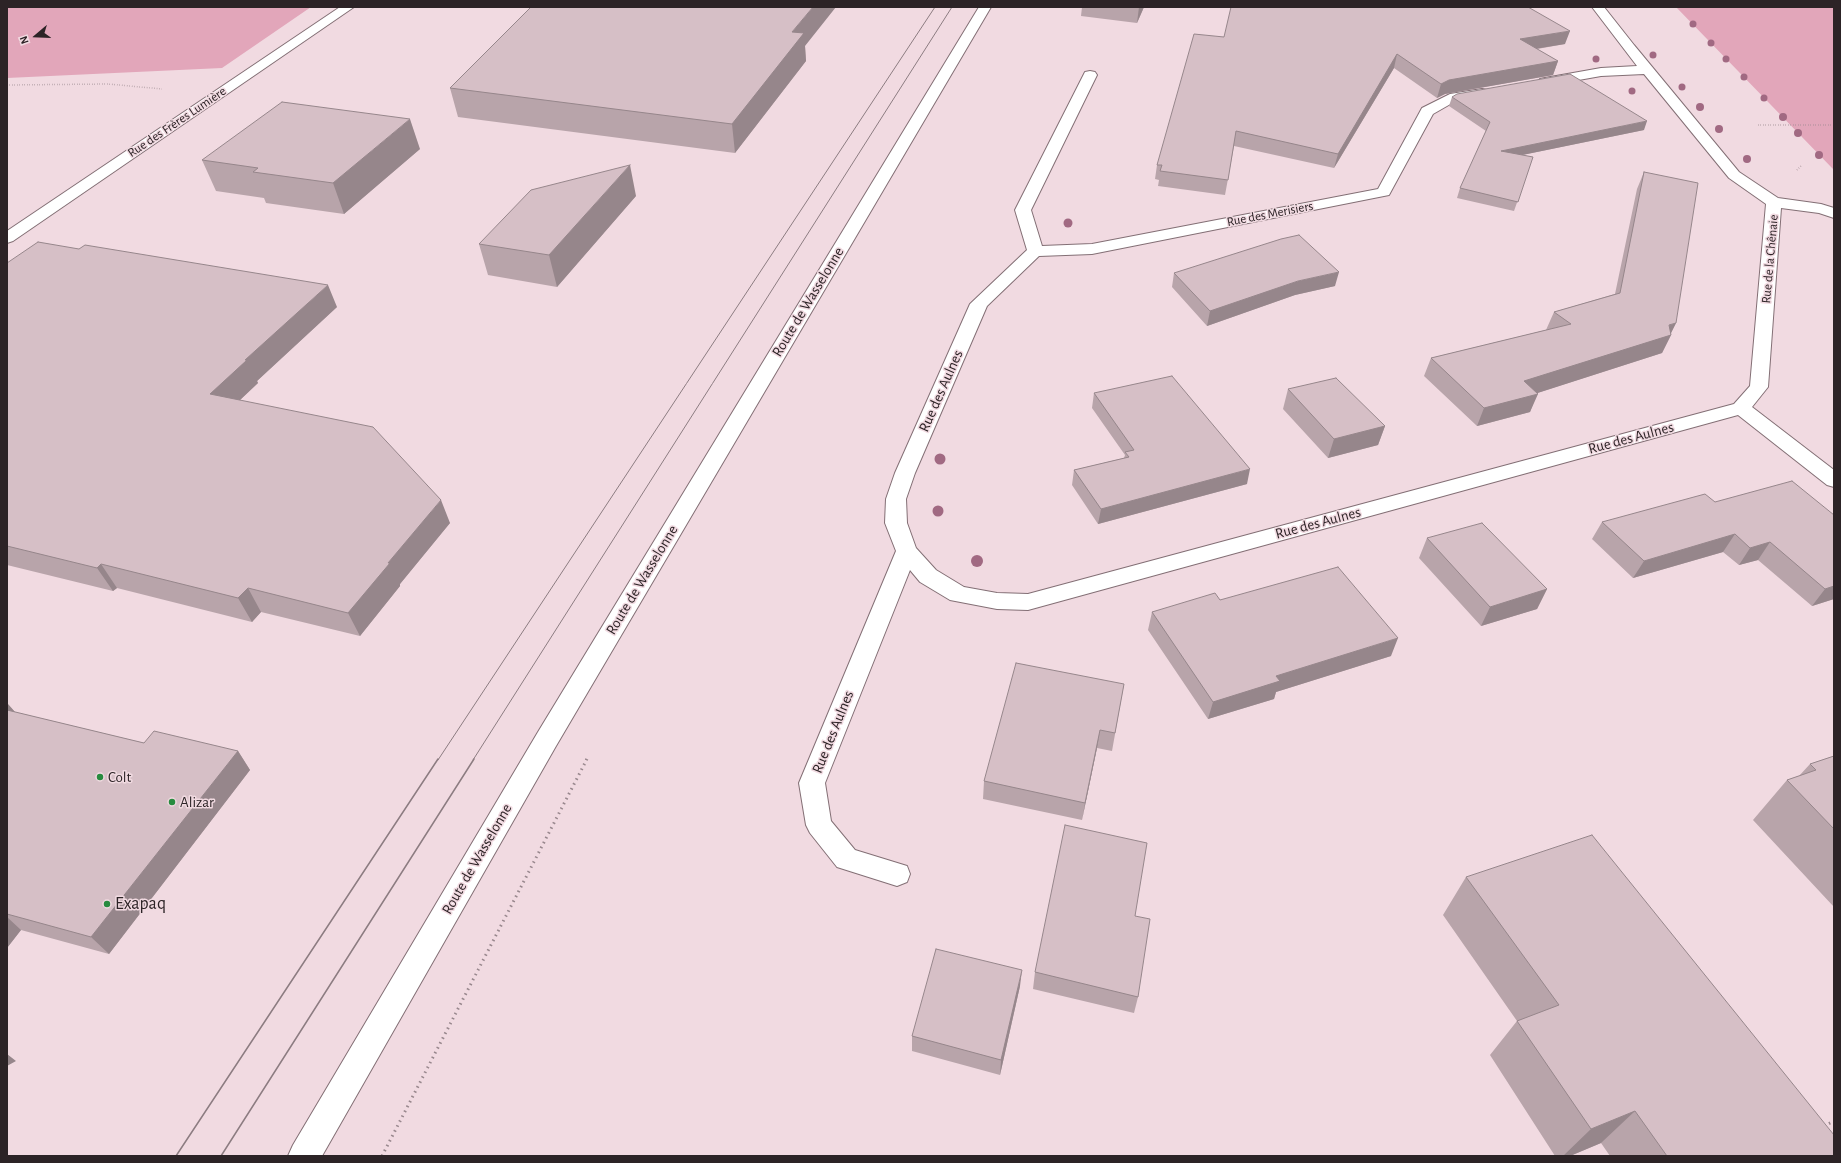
<!DOCTYPE html>
<html>
<head>
<meta charset="utf-8">
<style>
	body { margin:0 }
	#map { position:relative; width:1841px; height:1163px; overflow:hidden; background:#f1dae1; font-family:"Alegreya Sans",sans-serif }
	canvas { display:block }
	.frame { position:absolute; inset:0; border:8px solid #2c2326; pointer-events:none }
	.north { position:absolute; left:16px; top:16px; width:40px; height:40px; -webkit-text-stroke:3px #f1dae1; paint-order:stroke; rotate:251deg; font-size:11px; font-weight:700; line-height:16px; text-align:center; color:#2c2326 }
	.north::after { content:''; display:block; margin:auto; width:14px; height:18px; background:#2c2326; clip-path:polygon(50% 0,100% 100%,50% 72%,0 100%) }
</style>
</head>
<body>
<div id="map">
<canvas width="1841" height="1163"></canvas>
<div class="frame"></div>
<div class="north">N</div>
</div>
<script>
const ctx = document.querySelector('canvas').getContext('2d');
ctx.lineJoin = 'round';
function fill(path, color) { ctx.fillStyle = color; ctx.fill(path, 'evenodd'); }
const toPath = rows => new Path2D(rows.map(r => 'M' + r).join(''));
function stroke(path, color, width, dash) { ctx.strokeStyle = color; ctx.lineWidth = width; ctx.lineCap = dash ? 'butt' : 'round'; ctx.setLineDash(dash || []); ctx.stroke(path); }
function drawText(font, color, halo, rows, align = 'center') {
  ctx.font = font + ' "Alegreya Sans",sans-serif'; ctx.lineWidth = 3; ctx.setLineDash([]); ctx.textBaseline = 'middle'; ctx.strokeStyle = halo; ctx.fillStyle = color; for (const [text, x, y, turn = 0] of rows) {
    ctx.save(); ctx.translate(x, y); ctx.rotate((+turn || 0) * Math.PI / 180); ctx.textAlign = isNaN(turn) ? turn : align; if (halo) ctx.strokeText(text, 0, 0); ctx.fillText(text, 0, 0); ctx.restore();
  }
}
const green = toPath([
	[7,7,311,7,222,68,7,78],
	[1676,7,1834,7,1834,169,1833,169]
]);
const pathFar2 = toPath([
	[7,85,108,84,162,89],
	[1758,125,1834,125],
	[1797,170,1801,166]
]);
const pathFar1 = toPath([
	[586,760,587,758]
]);
const path = toPath([
	[1824,1126,1834,1121],
	[382,1156,587,759]
]);
const minor = toPath([
	[340,7,354,7,13,241,7,243,7,231,340,7],
	[1592,7,1604,7,1634,45,1739,172,1778,198,1821,204,1834,208,1834,218,1819,213,1781,208,1768,387,1752,407,1834,470,1834,487,1827,485,1738,415,1028,610,997,609,950,600,920,582,910,570,825,783,831,821,855,850,907,866,910,874,907,882,897,886,837,867,810,833,806,825,799,783,896,551,885,523,886,499,895,473,970,304,1027,250,1015,210,1085,72,1090,71,1095,72,1097,75,1031,210,1042,246,1092,244,1378,189,1422,108,1450,94,1482,89,1487,90,1489,93,1487,96,1482,97,1454,102,1433,114,1389,195,1092,254,1039,256,987,306,915,473,906,499,907,523,916,548,936,570,964,587,997,593,1028,594,1734,404,1750,386,1766,204,1729,178,1644,74,1601,76,1545,86,1540,85,1538,82,1540,79,1545,78,1601,68,1637,66,1592,7]
]);
const major = toPath([
	[979,7,991,7,556,746,322,1156,288,1156,293,1145,538,732,979,7]
]);
const tramFar1 = toPath([
	[438,760,935,7],
	[473,760,952,7]
]);
const tram = toPath([
	[176,1156,438,759],
	[221,1156,474,759]
]);
const trees = [
	[1693,24,3.5],
	[1711,43,3.5],
	[1653,55,3.5],
	[1596,59,3.5],
	[1726,59,3.5],
	[1744,77,3.5],
	[1682,87,3.5],
	[1632,91,3.5],
	[1764,98,3.5],
	[1700,107,4],
	[1783,117,4],
	[1719,129,4],
	[1798,133,4],
	[1819,155,4],
	[1747,159,4],
	[1068,223,4.5],
	[940,459,5.5],
	[938,511,5.5],
	[977,561,6]
];
const wall = toPath([
	[1082,7,1144,7,1137,23,1081,16],
	[1532,9,1565,44,1537,49,1558,61,1553,75,1445,94,1437,98,1394,68,1334,168,1234,146,1225,195,1158,186,1159,180,1155,179,1157,165,1224,37],
	[805,46,806,61,735,153,458,117,450,88],
	[1452,97,1644,130,1522,155,1533,157,1514,211,1457,198,1460,188,1486,131,1449,106],
	[420,149,344,214,266,203,264,198,216,191,202,160],
	[1644,172,1676,323,1671,333,1671,335,1662,353,1537,393,1530,412,1477,426,1424,376,1431,358,1546,330,1554,312,1615,294,1637,189],
	[636,196,557,287,488,275,479,244],
	[7,263,337,307,257,381,258,383,240,400,450,523,400,584,400,586,360,636,261,612,252,622,117,588,113,591,7,565],
	[1174,273,1335,286,1295,295,1207,326,1172,287],
	[1288,389,1385,426,1378,445,1328,458,1283,409],
	[1094,393,1247,484,1098,524,1072,485,1074,470,1124,458,1125,455,1092,408],
	[1715,502,1834,515,1834,599,1812,606,1758,560,1739,565,1723,552,1633,578,1592,539,1602,522],
	[1427,538,1547,589,1537,609,1481,626,1419,558],
	[1220,600,1391,656,1276,692,1274,699,1208,719,1148,630,1152,612],
	[1124,684,1112,751,1097,748,1082,820,983,799,984,781],
	[7,703,15,712,144,743,238,751,250,770,109,954,21,930,7,948],
	[1834,756,1834,907,1753,820,1787,780,1799,776,1810,764],
	[1466,877,1834,1156,1610,1156,1601,1143,1570,1156,1555,1156,1490,1055,1517,1021,1443,915],
	[1135,916,1138,997,1134,1013,1033,989,1035,972],
	[1020,986,1000,1075,912,1051,912,1036]
]);
const shadedWall = toPath([
	[813,7,836,7,805,46,806,61,735,153,732,124,792,32],
	[1139,7,1144,7,1137,23],
	[1570,31,1565,44,1516,52,1520,39],
	[1397,54,1394,68,1334,168,1338,154],
	[1558,61,1553,75,1445,94,1437,98,1441,84,1449,80],
	[410,119,420,149,344,214,333,183],
	[1647,121,1644,130,1498,160,1501,151],
	[630,165,636,196,557,287,549,255],
	[1339,272,1335,286,1295,295,1207,326,1210,311,1298,281],
	[328,285,337,307,257,381,258,383,222,417,210,394,245,360],
	[1676,323,1670,335,1671,335,1662,353,1519,399,1538,394,1530,412,1477,426,1484,408,1524,381],
	[1385,426,1378,445,1328,458,1334,439],
	[1250,469,1247,484,1098,524,1101,509],
	[441,500,450,523,400,584,400,586,360,636,348,613,388,563],
	[1735,534,1723,552,1633,578,1644,561],
	[1770,542,1758,560,1739,565,1750,548],
	[101,564,117,588,113,591,97,568],
	[1834,586,1834,599,1812,606,1825,589],
	[248,588,261,612,252,622,238,598],
	[1547,589,1537,609,1481,626,1490,607],
	[1398,638,1391,656,1276,692,1274,699,1208,719,1213,702,1276,676],
	[7,703,15,712,7,720],
	[1100,730,1097,748,1082,820,1085,803],
	[238,751,250,770,109,954,91,937],
	[7,917,21,930,7,948],
	[1022,970,1020,986,1000,1075,1001,1060],
	[7,1054,16,1061,7,1066],
	[1635,1111,1601,1143,1570,1156,1563,1156,1591,1129]
]);
const building = toPath([
	[531,7,813,7,792,32,804,33,732,124,450,88,531,7],
	[1231,7,1528,7,1570,31,1520,39,1558,61,1449,80,1441,84,1397,54,1338,154,1236,131,1228,180,1160,171,1162,165,1157,165,1194,34,1224,37,1231,7],
	[1570,74,1647,121,1501,151,1533,157,1518,202,1460,188,1490,122,1452,97,1457,94,1570,74],
	[282,102,410,119,333,183,253,172,258,168,202,160,282,102],
	[630,165,549,255,479,244,531,190,630,165],
	[1644,172,1698,183,1676,323,1669,325,1671,335,1524,381,1538,394,1484,408,1431,358,1571,324,1554,312,1620,293,1644,172],
	[1299,235,1339,272,1298,281,1210,311,1174,273,1281,239,1299,235],
	[38,242,79,249,85,245,328,285,245,360,247,360,210,394,373,427,441,500,388,563,390,563,348,613,248,588,238,598,101,564,97,568,7,546,7,263,38,242],
	[1172,376,1250,469,1101,509,1074,470,1129,457,1125,452,1134,450,1094,393,1172,376],
	[1336,378,1385,426,1334,439,1288,389,1336,378],
	[1792,481,1834,515,1834,586,1825,589,1770,542,1750,548,1735,534,1644,561,1602,522,1705,494,1715,502,1792,481],
	[1482,523,1547,589,1490,607,1427,538,1482,523],
	[1338,567,1398,638,1276,676,1280,681,1213,702,1152,612,1215,593,1220,600,1338,567],
	[1016,663,1124,684,1115,733,1100,730,1085,803,984,781,1016,663],
	[7,710,144,743,154,731,238,751,91,937,7,914,7,710],
	[1834,756,1834,829,1787,780,1816,770,1810,764,1834,756],
	[1065,825,1147,843,1135,916,1150,919,1138,997,1035,972,1065,825],
	[1592,835,1834,1135,1834,1156,1667,1156,1635,1111,1591,1129,1517,1021,1559,1005,1466,877,1592,835],
	[936,949,1022,970,1001,1060,912,1036,936,949]
]);
const markers = [
	[100,777,4,"#288b3f"],
	[172,802,4,"#288b3f"],
	[107,904,4,"#288b3f"]
];
const farStreetnames = [
	["Rue des Frères Lumière",177,122,-34],
	["Rue des Merisiers",1270,214,-11],
	["Rue de la Chênaie",1770,259,-85]
];
const streetNames = [
	["Route de Wasselonne",808,302,-59],
	["Rue des Aulnes",941,391,-66],
	["Rue des Aulnes",1631,438,-15],
	["Rue des Aulnes",1318,523,-15],
	["Route de Wasselonne",642,580,-59],
	["Rue des Aulnes",833,732,-68],
	["Route de Wasselonne",477,859,-60]
];
const poiNames = [
	["Colt",108,777],
	["Alizar",180,802]
];
const nearPoinames = [
	["Exapaq",115,904]
];
fill(green, '#e2a6ba');
stroke(minor, '#836f75', 2);
stroke(major, '#836f75', 2);
stroke(pathFar2, '#98878d', 1.5, [0.5, 2]);
stroke(pathFar1, '#98878d', 2.5, [1, 3]);
stroke(path, '#98878d', 3, [1.5, 4]);
fill(minor, '#fff');
fill(major, '#fff');
stroke(tramFar1, '#8c7c81', 1);
stroke(tram, '#8c7c81', 1.5);
ctx.fillStyle = '#a16982';
for (const [x, y, r] of trees) { ctx.beginPath(); ctx.arc(x, y, r, 0, 2 * Math.PI); ctx.fill(); }
fill(wall, '#b8a4aa');
fill(shadedWall, '#96868b');
fill(building, '#d6bfc6');
stroke(building, '#96868b', 1);
for (const [x, y, r, color] of markers) { const dot = new Path2D(); dot.arc(x, y, r, 0, 2 * Math.PI); ctx.fillStyle = color; ctx.fill(dot); stroke(dot, '#f1dae1', 1.5); }
drawText('13px', '#2c2326', '#f1dae1', farStreetnames);
drawText('15px', '#2c2326', '#f1dae1', streetNames);
drawText('15px', '#2c2326', '#f1dae1', poiNames, 'left');
drawText('18px', '#2c2326', '#f1dae1', nearPoinames, 'left');
</script>
</body>
</html>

Directions for this task:
Starting at the line that contains "drawText('13px', '#2c2326', '#f1dae1', farStreetnames);", output each remaining line of the listing, the last line included, exactly as it appears.

Written solution:
drawText('13px', '#2c2326', '#f1dae1', farStreetnames);
drawText('15px', '#2c2326', '#f1dae1', streetNames);
drawText('15px', '#2c2326', '#f1dae1', poiNames, 'left');
drawText('18px', '#2c2326', '#f1dae1', nearPoinames, 'left');
</script>
</body>
</html>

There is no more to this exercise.